» What is required
Note each line in the data below that holds "green", and copy it.

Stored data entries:
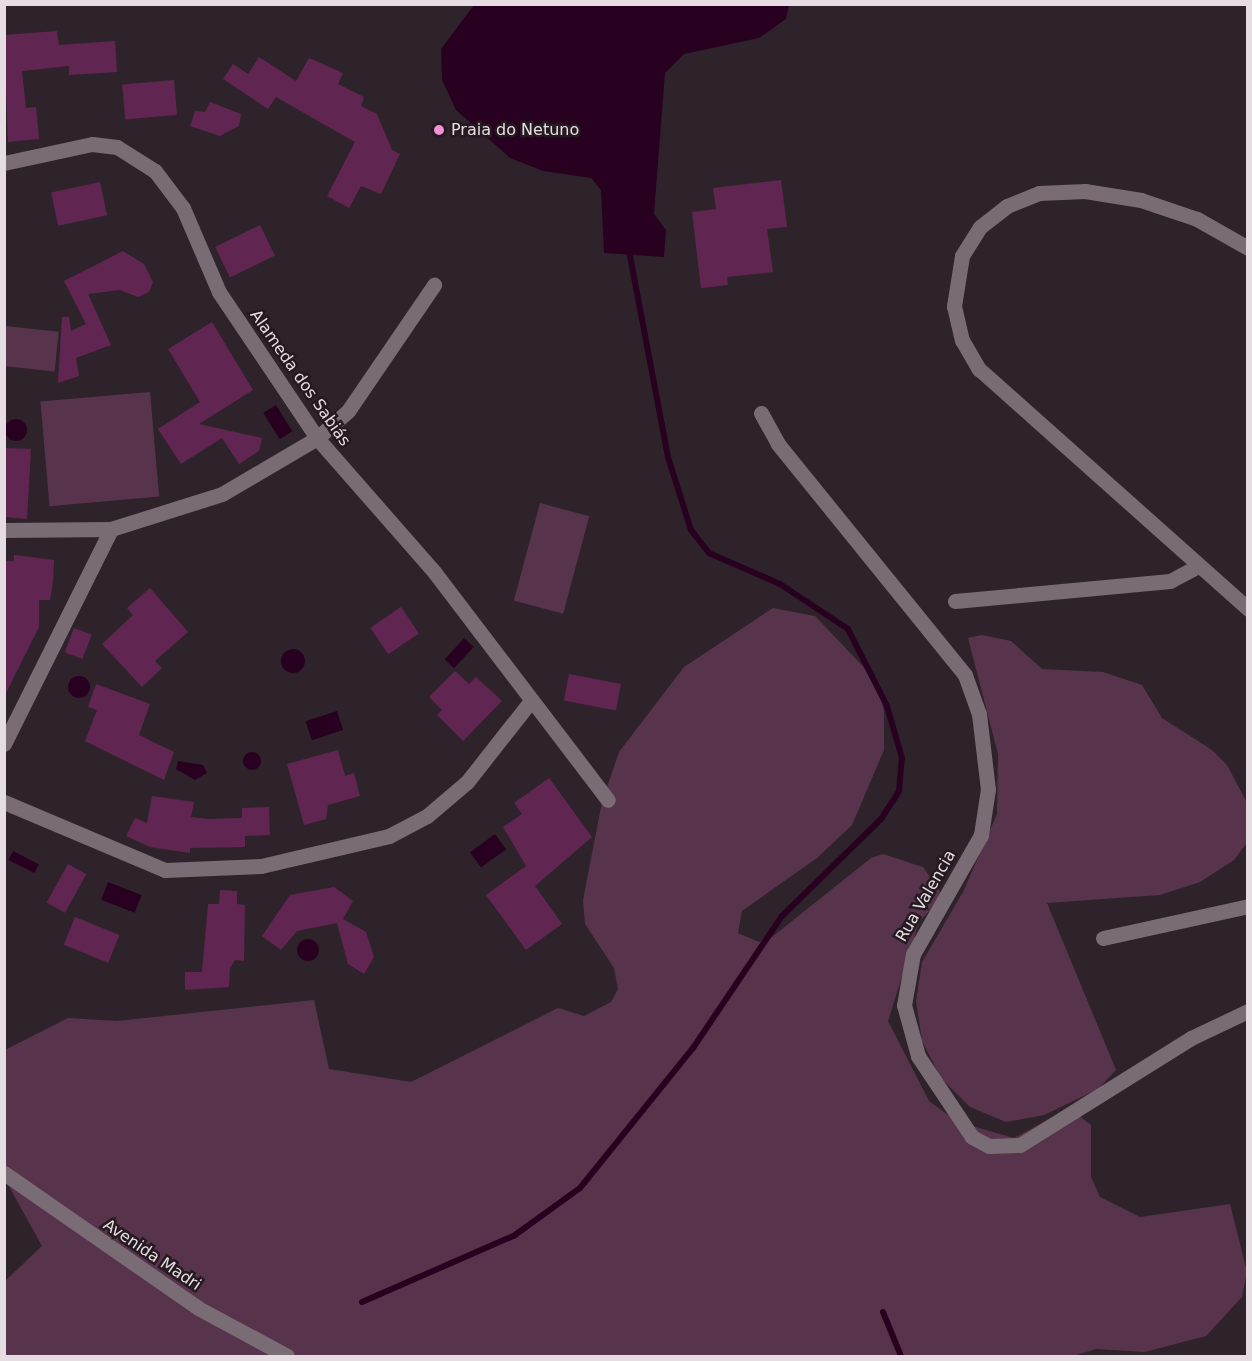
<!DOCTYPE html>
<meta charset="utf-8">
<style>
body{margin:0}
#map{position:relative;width:1252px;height:1361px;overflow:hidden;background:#2f232b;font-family:"DejaVu Sans",sans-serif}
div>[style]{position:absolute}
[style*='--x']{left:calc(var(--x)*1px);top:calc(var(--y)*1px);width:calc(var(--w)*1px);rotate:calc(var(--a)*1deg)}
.green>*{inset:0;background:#57344c;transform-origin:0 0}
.water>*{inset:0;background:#290120;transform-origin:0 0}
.round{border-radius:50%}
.stream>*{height:6px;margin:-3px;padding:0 3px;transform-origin:3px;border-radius:3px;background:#290120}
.building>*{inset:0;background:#602651;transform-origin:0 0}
.street>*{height:15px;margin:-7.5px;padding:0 7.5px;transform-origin:7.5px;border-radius:7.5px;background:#7a6c75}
.dots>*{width:16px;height:16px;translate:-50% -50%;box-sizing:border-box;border:3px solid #251a21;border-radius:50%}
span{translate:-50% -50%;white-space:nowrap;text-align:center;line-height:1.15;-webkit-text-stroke:5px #251a21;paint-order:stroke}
.poi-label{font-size:16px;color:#e5dde2}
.left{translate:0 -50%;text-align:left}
.street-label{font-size:16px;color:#e5dde2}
.frame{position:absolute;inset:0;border:6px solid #e5dde2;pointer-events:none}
</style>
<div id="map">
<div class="green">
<div style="left:5px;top:326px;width:54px;height:40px;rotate:6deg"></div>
<div style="left:150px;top:392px;width:105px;height:110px;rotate:85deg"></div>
<div style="left:540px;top:503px;width:51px;height:101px;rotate:15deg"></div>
<div style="clip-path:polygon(773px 608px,815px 616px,876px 680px,884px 711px,884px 750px,852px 825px,817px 858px,742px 911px,738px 933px,759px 942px,772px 937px,871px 858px,883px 854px,923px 867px,943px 896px,919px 922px,888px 1021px,929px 1101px,958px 1122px,1014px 1138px,1049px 1119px,1079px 1116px,1091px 1125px,1091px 1177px,1100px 1197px,1140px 1217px,1230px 1204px,1247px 1272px,1242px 1297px,1206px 1336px,1145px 1352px,1096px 1349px,1073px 1356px,5px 1356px,5px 1281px,42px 1246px,5px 1179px,5px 1050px,68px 1018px,117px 1021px,314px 1000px,329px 1069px,411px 1082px,558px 1008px,584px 1016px,611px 1002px,618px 989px,614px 968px,585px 924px,583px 900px,602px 802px,619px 752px,684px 667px)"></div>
<div style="clip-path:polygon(982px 635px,1011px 641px,1042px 669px,1103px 672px,1142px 685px,1162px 718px,1212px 750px,1227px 765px,1247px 803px,1246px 844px,1234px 860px,1200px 882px,1160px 895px,1047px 903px,1116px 1070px,1098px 1089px,1044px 1115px,1006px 1122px,970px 1107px,941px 1078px,922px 1041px,916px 1001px,922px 962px,963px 892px,997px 814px,998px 754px,968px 638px)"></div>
</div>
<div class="water">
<div style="clip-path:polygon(474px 5px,789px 5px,786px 19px,759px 38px,684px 54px,665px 73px,654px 214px,666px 230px,664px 257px,604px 253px,601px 190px,591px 178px,543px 171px,510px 158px,456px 110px,442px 80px,441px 49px)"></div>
<div style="left:276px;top:405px;width:31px;height:15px;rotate:58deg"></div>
<div class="round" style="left:5px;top:419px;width:22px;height:22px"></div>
<div style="left:464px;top:638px;width:13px;height:29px;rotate:42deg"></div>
<div class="round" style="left:281px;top:649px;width:24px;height:24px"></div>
<div class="round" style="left:68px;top:676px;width:22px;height:22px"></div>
<div style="left:337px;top:711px;width:20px;height:33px;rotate:72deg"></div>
<div class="round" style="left:243px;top:752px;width:18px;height:18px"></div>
<div style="clip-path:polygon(178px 761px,203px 765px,207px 773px,195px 780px,176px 769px)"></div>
<div style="left:495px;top:834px;width:19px;height:31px;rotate:54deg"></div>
<div style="left:13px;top:851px;width:29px;height:10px;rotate:27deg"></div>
<div style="left:108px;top:882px;width:36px;height:19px;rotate:21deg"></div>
<div class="round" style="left:297px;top:939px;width:22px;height:22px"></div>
</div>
<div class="stream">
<div style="--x:362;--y:1302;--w:167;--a:-23.6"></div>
<div style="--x:515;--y:1235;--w:80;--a:-35.9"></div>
<div style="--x:580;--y:1188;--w:180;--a:-51.1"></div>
<div style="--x:693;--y:1048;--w:159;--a:-56"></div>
<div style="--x:782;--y:916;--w:139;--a:-44.4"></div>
<div style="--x:881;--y:819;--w:33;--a:-57"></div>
<div style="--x:899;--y:791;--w:33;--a:-85"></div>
<div style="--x:902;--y:758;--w:54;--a:-106.1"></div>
<div style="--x:887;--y:706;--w:86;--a:-116.9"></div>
<div style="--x:848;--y:629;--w:82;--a:-146.5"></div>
<div style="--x:780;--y:584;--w:77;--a:-156.4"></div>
<div style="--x:709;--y:553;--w:29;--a:-128"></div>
<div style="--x:691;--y:530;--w:77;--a:-107.5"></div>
<div style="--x:668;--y:457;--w:206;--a:-100.7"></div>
<div style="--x:883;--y:1312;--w:48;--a:67.8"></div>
</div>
<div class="building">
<div style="clip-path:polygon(57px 31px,59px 45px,115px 41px,117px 72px,69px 75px,69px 66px,22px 71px,26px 108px,36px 107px,39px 139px,8px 142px,4px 35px)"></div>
<div style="clip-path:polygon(259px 57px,296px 81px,309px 58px,343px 73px,338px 84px,364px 97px,361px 106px,377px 114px,392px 150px,400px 154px,381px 194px,361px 186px,349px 208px,327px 196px,355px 142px,276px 97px,268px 109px,223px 79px,233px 64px,248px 74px)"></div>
<div style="left:174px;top:80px;width:35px;height:52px;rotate:85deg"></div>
<div style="clip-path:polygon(210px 102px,241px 114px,239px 126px,220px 136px,190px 126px,195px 111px,205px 112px)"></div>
<div style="clip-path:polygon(781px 180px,787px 227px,767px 229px,773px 272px,727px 277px,728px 285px,701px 288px,692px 212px,716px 209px,713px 188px)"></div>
<div style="left:100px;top:182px;width:34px;height:50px;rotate:78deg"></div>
<div style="left:260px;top:225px;width:34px;height:50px;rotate:64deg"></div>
<div style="clip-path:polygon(123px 251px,144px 264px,153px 282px,149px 292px,138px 297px,120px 290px,88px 294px,111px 345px,76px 358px,79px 376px,58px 383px,62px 317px,69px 317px,71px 331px,86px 324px,64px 281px)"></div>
<div style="clip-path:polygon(212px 322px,253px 390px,199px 424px,262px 438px,259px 451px,239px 464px,222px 438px,181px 464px,158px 429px,200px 402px,168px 349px)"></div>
<div style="clip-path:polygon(4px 448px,31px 449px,27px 519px,4px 517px)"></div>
<div style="clip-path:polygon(14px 555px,54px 560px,53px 582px,50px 600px,39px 600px,39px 627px,4px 697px,4px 561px,14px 561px)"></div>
<div style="clip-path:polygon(150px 588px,188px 632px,155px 661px,162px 668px,142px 687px,102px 644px,133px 615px,127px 608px)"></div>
<div style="left:401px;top:607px;width:32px;height:37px;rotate:56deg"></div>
<div style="left:74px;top:628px;width:19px;height:26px;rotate:21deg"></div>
<div style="clip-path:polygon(455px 671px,469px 684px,476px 677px,502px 701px,463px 741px,437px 715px,442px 710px,429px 697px)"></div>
<div style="left:569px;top:674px;width:53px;height:27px;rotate:11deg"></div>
<div style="clip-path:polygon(96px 684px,150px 704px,139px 735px,174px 752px,164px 780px,85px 741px,97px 710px,88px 707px)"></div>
<div style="clip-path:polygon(338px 750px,345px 776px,354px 773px,360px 796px,328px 805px,326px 819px,304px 825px,287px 764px)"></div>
<div style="clip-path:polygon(549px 778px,592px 837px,535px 886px,562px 924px,526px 950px,486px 895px,526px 866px,503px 827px,522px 814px,514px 803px)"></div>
<div style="clip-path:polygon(152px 796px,194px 802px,191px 817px,208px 819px,242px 818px,242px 808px,269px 807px,270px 835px,245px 836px,245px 847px,190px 848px,190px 853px,150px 847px,126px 836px,135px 818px,147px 823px)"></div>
<div style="left:68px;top:864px;width:21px;height:44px;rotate:29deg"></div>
<div style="clip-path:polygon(334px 887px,353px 901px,343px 919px,366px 932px,374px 957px,364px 974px,348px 964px,337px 923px,297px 931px,281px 950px,262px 936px,290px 895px)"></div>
<div style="clip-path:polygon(220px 890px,237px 891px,237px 904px,245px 905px,244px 961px,235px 960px,230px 968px,229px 987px,185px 990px,185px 972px,202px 972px,208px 904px,219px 904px)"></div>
<div style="left:75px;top:917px;width:48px;height:30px;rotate:22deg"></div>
</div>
<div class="street">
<div style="--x:4;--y:163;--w:90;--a:-12.2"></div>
<div style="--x:92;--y:144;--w:25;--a:7"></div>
<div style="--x:117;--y:147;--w:45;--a:32.3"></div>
<div style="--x:155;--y:171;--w:46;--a:52.9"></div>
<div style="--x:183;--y:208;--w:91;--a:66.8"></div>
<div style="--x:219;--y:292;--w:176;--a:56.1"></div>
<div style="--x:317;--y:438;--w:179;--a:48.8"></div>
<div style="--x:435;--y:573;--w:285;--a:52.7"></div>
<div style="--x:1248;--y:248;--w:59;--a:-150.4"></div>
<div style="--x:1197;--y:219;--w:59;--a:-161.3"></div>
<div style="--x:1141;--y:200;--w:57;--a:-170.9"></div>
<div style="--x:1085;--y:191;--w:46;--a:177.5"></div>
<div style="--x:1039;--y:193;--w:35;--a:158"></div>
<div style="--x:1007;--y:206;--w:34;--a:142"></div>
<div style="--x:980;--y:227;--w:34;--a:122"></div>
<div style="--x:962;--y:256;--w:51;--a:99.1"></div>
<div style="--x:954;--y:306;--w:35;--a:77"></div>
<div style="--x:962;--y:340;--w:34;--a:60"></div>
<div style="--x:979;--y:369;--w:361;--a:41.7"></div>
<div style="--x:761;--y:413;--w:35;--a:61"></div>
<div style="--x:778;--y:444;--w:297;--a:51"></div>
<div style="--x:965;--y:675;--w:41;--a:70.3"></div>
<div style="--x:979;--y:714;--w:76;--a:83.2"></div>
<div style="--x:988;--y:789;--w:47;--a:98.7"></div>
<div style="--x:981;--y:835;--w:137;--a:119.7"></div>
<div style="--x:913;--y:954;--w:52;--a:100"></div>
<div style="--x:904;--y:1005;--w:53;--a:74.6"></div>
<div style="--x:918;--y:1056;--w:97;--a:56.3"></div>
<div style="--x:972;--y:1137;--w:19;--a:28"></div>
<div style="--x:989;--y:1146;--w:31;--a:-2"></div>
<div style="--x:1020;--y:1145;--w:202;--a:-32"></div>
<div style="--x:1191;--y:1038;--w:63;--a:-25.3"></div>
<div style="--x:4;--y:530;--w:107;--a:-0.5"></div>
<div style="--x:111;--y:529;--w:116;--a:-17.5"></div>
<div style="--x:222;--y:494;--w:110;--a:-30.5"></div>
<div style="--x:317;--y:438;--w:41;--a:-41.1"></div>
<div style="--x:348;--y:411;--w:153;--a:-55.7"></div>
<div style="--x:955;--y:601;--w:216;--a:-5.3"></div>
<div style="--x:1170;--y:581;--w:30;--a:-28"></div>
<div style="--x:4;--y:744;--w:240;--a:-63.5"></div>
<div style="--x:4;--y:802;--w:175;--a:22.9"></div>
<div style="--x:165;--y:870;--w:96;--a:-2.4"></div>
<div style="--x:261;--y:866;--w:131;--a:-13.2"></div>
<div style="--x:389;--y:836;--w:43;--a:-27.8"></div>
<div style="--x:427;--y:816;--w:52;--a:-40.4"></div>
<div style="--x:467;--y:782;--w:102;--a:-51.8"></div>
<div style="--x:1103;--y:938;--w:148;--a:-12.4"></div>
<div style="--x:4;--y:1173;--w:236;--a:34.8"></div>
<div style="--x:198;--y:1308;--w:101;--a:28.3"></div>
</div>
<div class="dots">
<div style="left:439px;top:130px;background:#f391d6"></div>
</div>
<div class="poi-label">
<span class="left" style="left:451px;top:130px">Praia do Netuno</span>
</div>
<div class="street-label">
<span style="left:300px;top:378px;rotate:55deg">Alameda dos Sabiás</span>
<span style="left:926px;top:896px;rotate:-60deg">Rua Valencia</span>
<span style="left:152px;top:1255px;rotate:34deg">Avenida Madri</span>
</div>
<div class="frame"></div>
</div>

» Answer for the task
.green>*{inset:0;background:#57344c;transform-origin:0 0}
<div class="green">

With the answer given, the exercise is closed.